[Help Needed] Issue Deploying Nvidia Omniverse Kit App Streaming on AWS – Load Balancer / Target Group Errors

Hi everyone,

I’m currently working on deploying the NVIDIA Omniverse Kit App Streaming solution on AWS Cloud following the architecture provided in the official docs:

I’ve successfully set up the core infrastructure and am trying to stream a test app (usd-viewer). The core services involved are:

  • RMCP
  • Streaming Session Manager
  • App and Profile Manager
  • Nvidia AWS NLB Manager

❌ Problem Encountered

I’m attempting to create a stream using the Streaming Session Manager’s /stream API, but it’s failing with the following response:

Error code 500
{
  "detail": "Failed to start a new stream due to an unknown error"
}

I then checked the streaming pod logs and found this:

ERROR: Failed request to http://nlb/allocation: 429, {"detail":"Unable to find a Load Balancer with available Target Groups."}
ERROR: Failed to start a new stream: <class 'nv.svc.streaming._csp._APIError'>, Error 429: Failed request to http://nlb/allocation: 429, {"detail":"Unable to find a Load Balancer with available Target Groups."}

On the NLB Manager side, I observed the following errors:

ERROR: Failed to create Target Group (TCP/41001): ValidationError - Target group name '-TCP-41001' cannot begin or end with '-'
ERROR: Failed to create Listener (TCP/41001): cannot access local variable 'targetGroupArn' where it is not associated with a value
... and 10 more similar errors on TCP ports

ERROR: Failed to create Target Group (UDP/41026): ValidationError - Target group name '-UDP-41026' cannot begin or end with '-'
ERROR: Failed to create Listener (UDP/41026): cannot access local variable 'targetGroupArn' where it is not associated with a value
... and 10 more similar errors on UDP ports

Then, after create stream api is called, I see below logs:

ERROR: Unable to reserve a Target Group for allocation: media / ListenerProtocol.udp
ERROR: Unable to allocate sufficient resources.
ERROR: Unable to find a Load Balancer with available Target Groups.

🔍 What I’ve Tried

  • Confirmed all Omniverse services are deployed and discoverable.
  • Verified IAM permissions for the NLB manager pod.

❓ Questions

  • Has anyone run into this Target Group naming issue before? Could this be a bug in the NLB manager’s name generation logic?
  • Are there specific naming conventions or pre-checks I can enforce to avoid invalid target group names (those starting/ending with -)?
  • Is there a way to manually pre-provision the Target Groups and have the NLB manager pick them up?

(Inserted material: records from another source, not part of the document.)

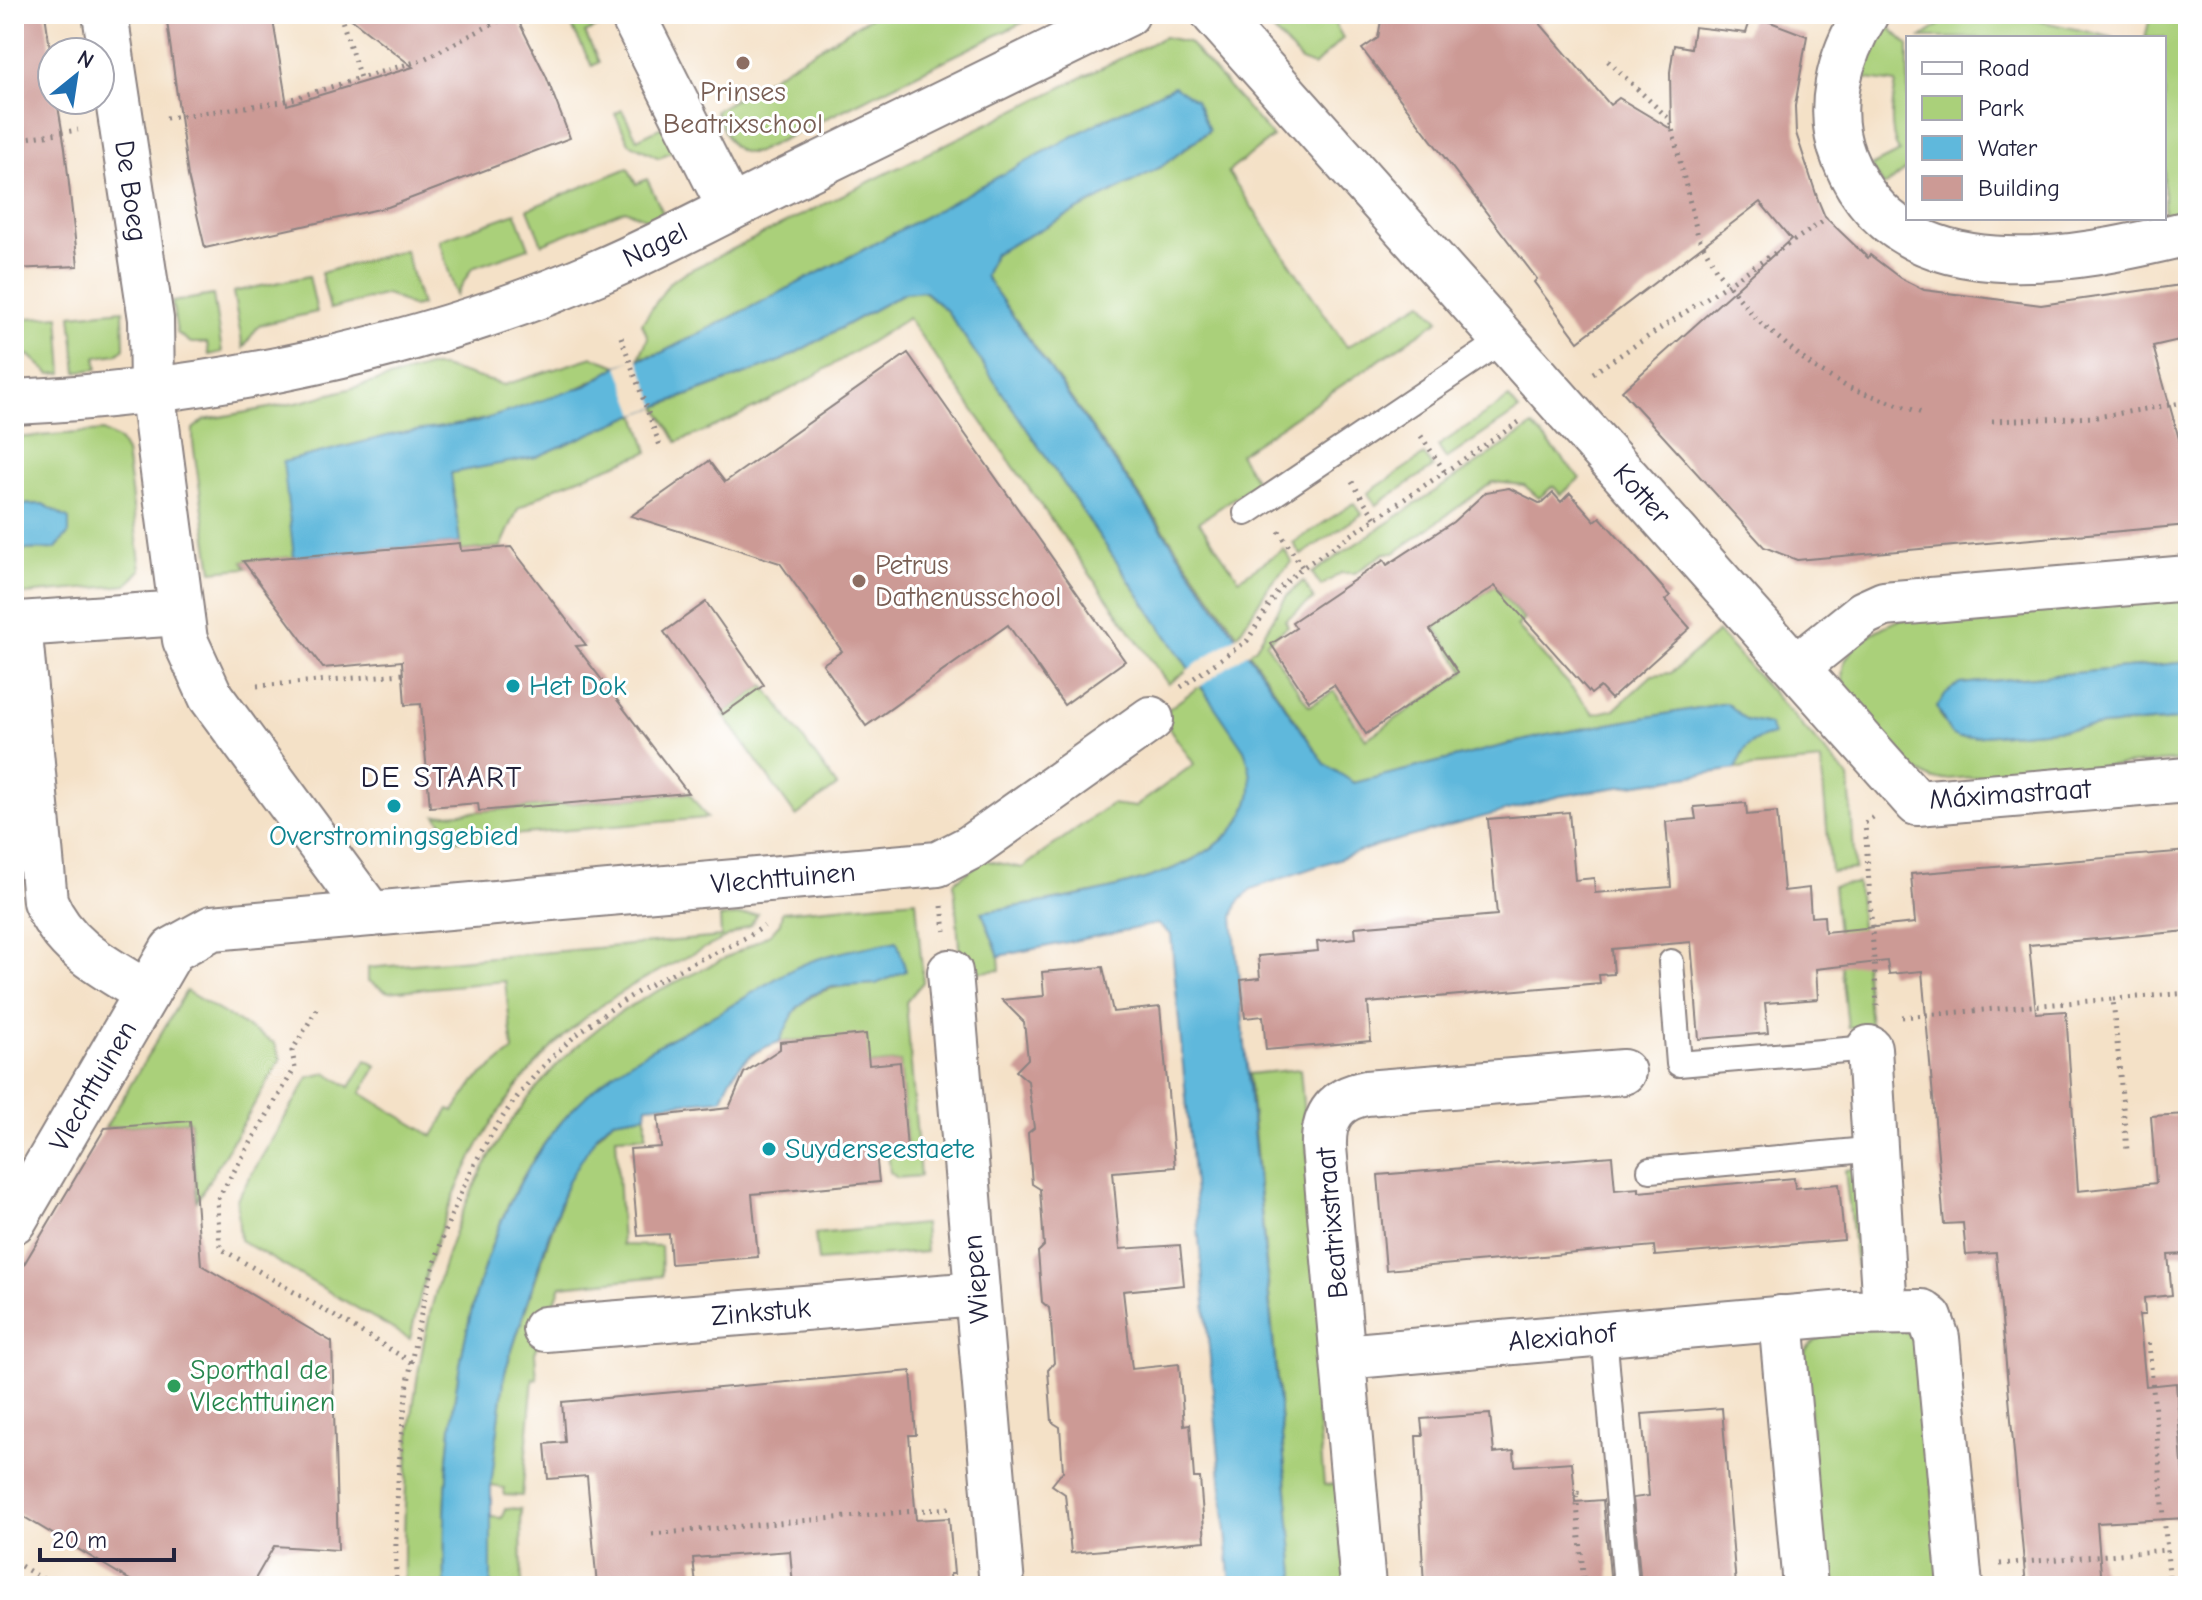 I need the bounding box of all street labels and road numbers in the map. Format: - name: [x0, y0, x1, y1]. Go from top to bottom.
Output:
- street label: De Boeg: [108, 138, 154, 244]
- street label: Nagel: [617, 216, 693, 274]
- street label: Kotter: [1606, 457, 1678, 531]
- street label: Máximastraat: [1928, 772, 2093, 816]
- street label: Vlechttuinen: [709, 856, 857, 900]
- street label: Vlechttuinen: [43, 1015, 143, 1157]
- street label: Beatrixstraat: [1309, 1145, 1355, 1300]
- street label: Wiepen: [956, 1233, 996, 1325]
- street label: Zinkstuk: [710, 1292, 812, 1332]
- street label: Alexiahof: [1507, 1316, 1619, 1358]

Any help, pointers, or ideas would be appreciated!

Thanks in advance

Hi and welcome to the forum. Thank you for your question. I will try to find a streaming expert to answer it for you.

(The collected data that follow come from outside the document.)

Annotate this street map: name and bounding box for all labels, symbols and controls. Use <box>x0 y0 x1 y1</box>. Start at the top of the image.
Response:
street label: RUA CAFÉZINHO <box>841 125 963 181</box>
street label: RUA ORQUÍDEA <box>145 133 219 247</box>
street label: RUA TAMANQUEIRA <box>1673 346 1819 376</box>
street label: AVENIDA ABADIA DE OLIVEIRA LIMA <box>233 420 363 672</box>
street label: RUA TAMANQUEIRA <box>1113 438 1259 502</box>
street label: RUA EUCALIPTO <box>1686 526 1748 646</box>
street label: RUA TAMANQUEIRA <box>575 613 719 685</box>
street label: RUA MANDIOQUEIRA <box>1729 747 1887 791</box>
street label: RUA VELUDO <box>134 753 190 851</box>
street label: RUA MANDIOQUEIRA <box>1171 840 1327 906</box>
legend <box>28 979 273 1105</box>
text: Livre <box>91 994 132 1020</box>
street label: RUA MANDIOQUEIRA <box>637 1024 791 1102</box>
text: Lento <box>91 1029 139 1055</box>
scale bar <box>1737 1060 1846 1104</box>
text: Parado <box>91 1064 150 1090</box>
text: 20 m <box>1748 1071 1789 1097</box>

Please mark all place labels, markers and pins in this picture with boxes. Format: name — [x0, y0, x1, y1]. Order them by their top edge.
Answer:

Here is what the engineers have to say:

If I were to guess you possibly have an empty “value” for the tag lookup, from the docs:

The LBM searches for a configurable tag and use its value as the NLB’s alias for the streaming session.

Tag Lookup Configuration

The LBM supports dynamic configuration of NLBs at service startup and through the GET:/refresh API endpoint. These settings can be configured via the service’s application.toml and Helm chart values file using the following parameters:

nv.ov.svc.streaming.aws.nlb.resource.lookup.tag.key = “”
nv.ov.svc.streaming.aws.nlb.resource.lookup.tag.value = “”
Any NLBs with a matching tag key/value are configured by the LBM.

This error is also something to look into:

ERROR: Failed to create Listener (TCP/41001): cannot access local variable ‘targetGroupArn’ where it is not associated with a value
… and 10 more similar errors on TCP ports

I suspect both are empty and it’s not finding a load balancer to manage

Hii Richard, thanks for the support. I will do one thing i will share my values file for the kit-appstreaming-aws-nlb helm chart i have actually added the look up key value but i just wanna know if i added under right scope or not. Please once go through the file.
Thankyou so much.
values-aws-nlb.yaml.zip (2.7 KB)

Ok we will take a look. Let me know how it goes.

I have actually tried other annotations as well Richard still gave the same logs. The problem is the target group names while creating them.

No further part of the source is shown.